Friday, April 22, 2011

Why does TV hate Easter?

For at least a month yearly TV blasts one thing into our heads: Christmas, Christmas, Christmas. Sit-coms and dramas alike go to extreme lengths to play up the holiday cheer. Major networks cut out special prime-time hours to play perennial Christmas specials that are so old my parents my parents can't remember when they first aired.

But when the most important Christian Holiday rolls around in early spring there’s barely a mention of Easter, except maybe the occasional reference to a creepy guy at the mall in a bunny suit. After frantically searching for Easter-related episodes for weeks on our seasonally-themed TV blog, HolidaySPECIAL, the offerings were paltry.

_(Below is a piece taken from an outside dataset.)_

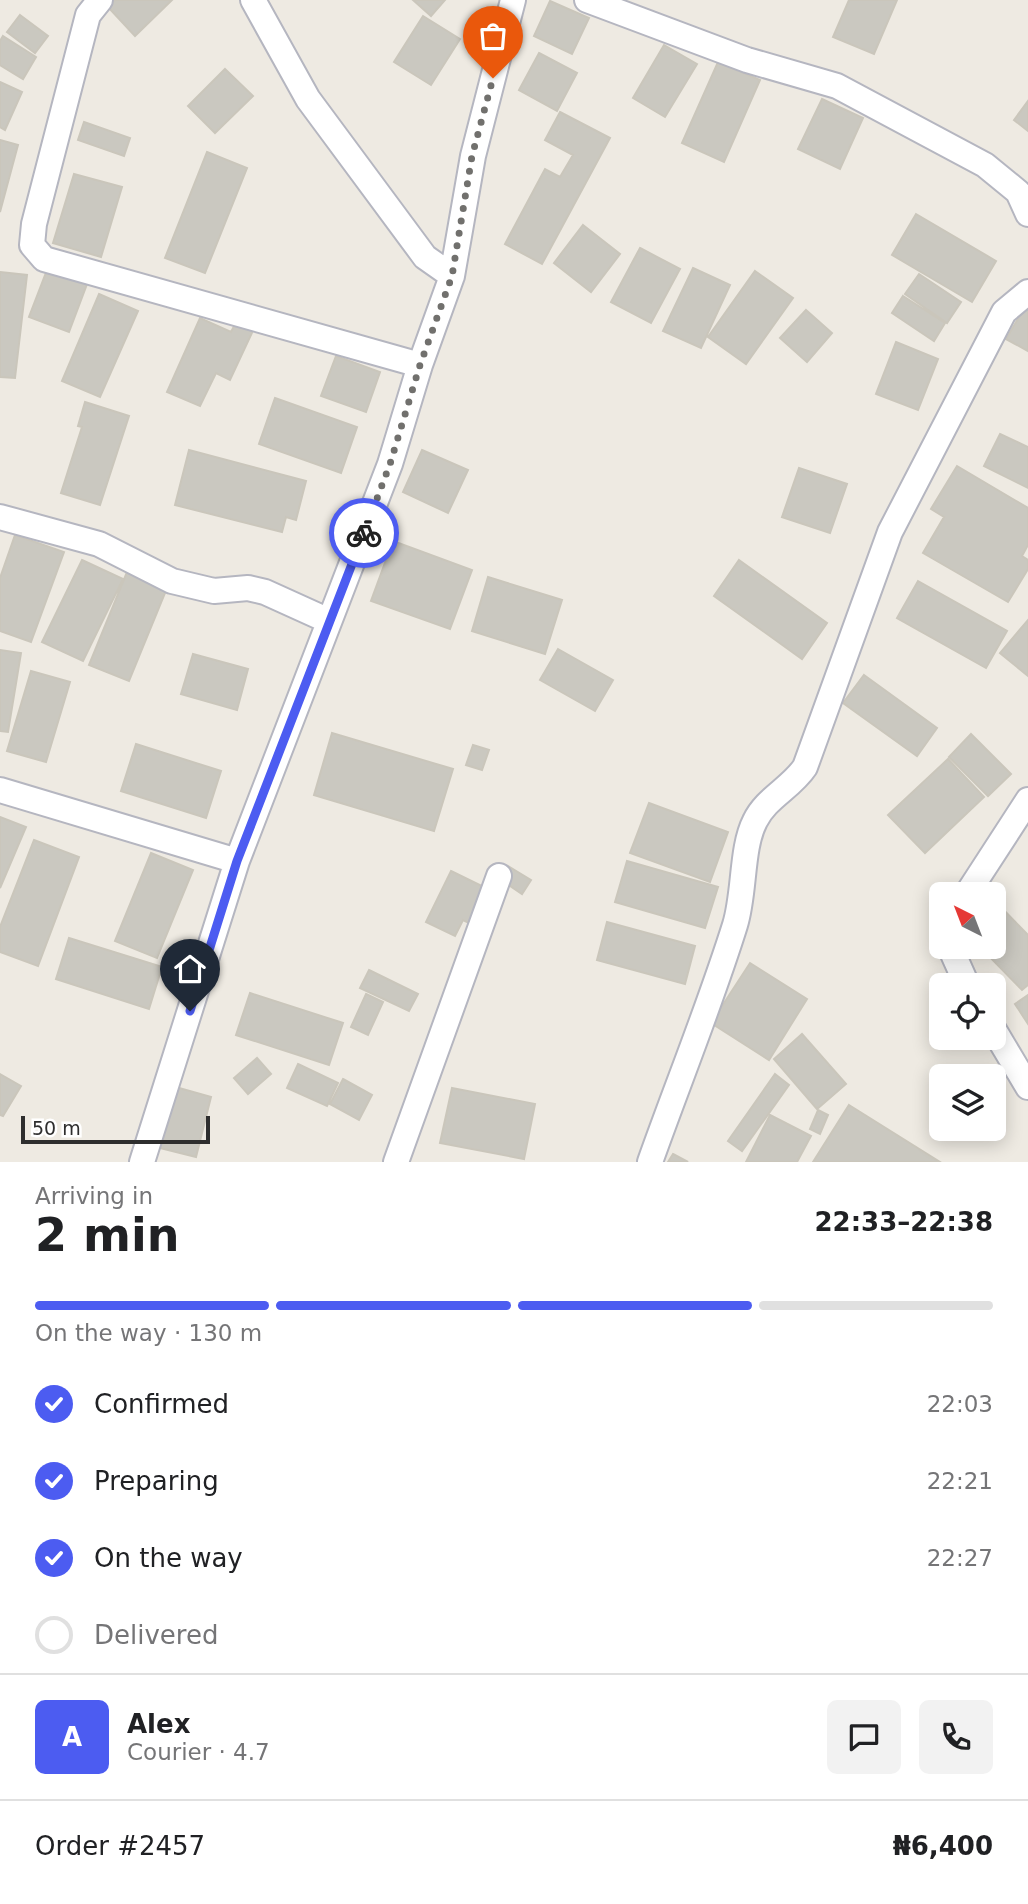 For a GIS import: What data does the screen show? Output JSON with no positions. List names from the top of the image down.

There were only a few. In 21 years on the air, The Simpsons mentions Easter on two occasions that I can find. The first is in the season 10’s Simpsons Bible Stories episode, when the family is sleeping through a particularly boring Easter sermon (In fact the only hint we have here that its an Easter sermon is that Homer put a chocolate rabbit on the offering plate). Then in Season 20 the show’s opening season tackles an Easter egg hunt, ending with Homer taking revenge on a rabbit-dressed man. This is about as good as it gets for Easter, even from the Simpsons, which last year devoted an entire episode the country of Israel.

This year I couldn’t find a single Easter-themed show airing during the weeks leading up to Easter. Only the traditional "Ten Commandments" film, which has nothing to do with Easter, is airing on ABC the day before the holiday.


So why is it so hard for TV to do Easter? After all, it is the most important holiday on the Christian calendar. While the Christmas birth was a miracle, the Crucifixion and Easter made Jesus a Savior and deity.

Is it the advertising bonanza that Christmas provides? Easter helps sell candy and plastic baskets, but little else. Department stores, electronics retailers and internet shopping sites make a dramatic advertising blitz at Christmas. Many retailers do 20-30 percent of their entire business around the holiday. Average people, Christian and non-Christian both, send out holiday cards by the stack, take lengthy vacations, exchange gifts and prop up a holiday mythos that has more to do with pagan winter rituals than the birth of anyone. There’s money behind Christmas and Easter simply hasn’t cashed in.

Maybe Easter is simply too reverent. Holy Week commemorates a deeply religious time for most Christians, when a young Jewish religious figure turned himself into the literal Savior of the world.

Perhaps the Crucifixion, marked the Friday before Easter, is too bloody, too gruesome. Unlike the deeds around Christmas, there were no wise men, no hopeful shepherds. Instead there were cowardly government officials, demeaning soldiers and an entire mob that gathered to personally witness one of the cruelest and most humiliating formers of capital punishment the world has ever known. Or is it the New Testament account of Jesus rising from the dead on the third day after his death. Perhaps for Christians, its just too dangerous to tinker with such a holy occasion.

With Christmas, TV has a rich history and tradition to draw from. There are takes on caroling, gift giving, Santa Claus, Christmas “spirit,” snow and even manger scenes. All can be massaged, twisted and lampooned into a familiar, yet entertaining 22 or 44 minute segment

But for TV, there are dozens of ways to note the holiday without stepping into sacrilege.

Take the existing examples, there’s the Peanuts with their egg coloring antics. South Park has done its irreverent best to rip apart the holiday, although blasphemy is a goal with the show.

One of the few shining examples of a true Easter episode was two hour season first season finale of the depression era drama “The Waltons.” Mother Walton Olivia contracts polio in February experiences an emotional journey involving experimental procedures, doubting doctors and the prospects of life in a wheelchair. The episode, called “An Easter Story,” draws deeply on Easter symbolism, with Olivia miraculously rising from bed on the holiday Sunday morning after a particularly vivid dream. The family even ends the episode by attending Easter services together.

But why not Easter? The missed opportunities are numerous. Take the Easter brunches, silly dresses, goofy multi-colored grass, bunny pictures and often violent egg hunts among children and adults alike.

And even Homer can sneak in a catchy line or two: “Silly rabbit, kicks are for ribs.”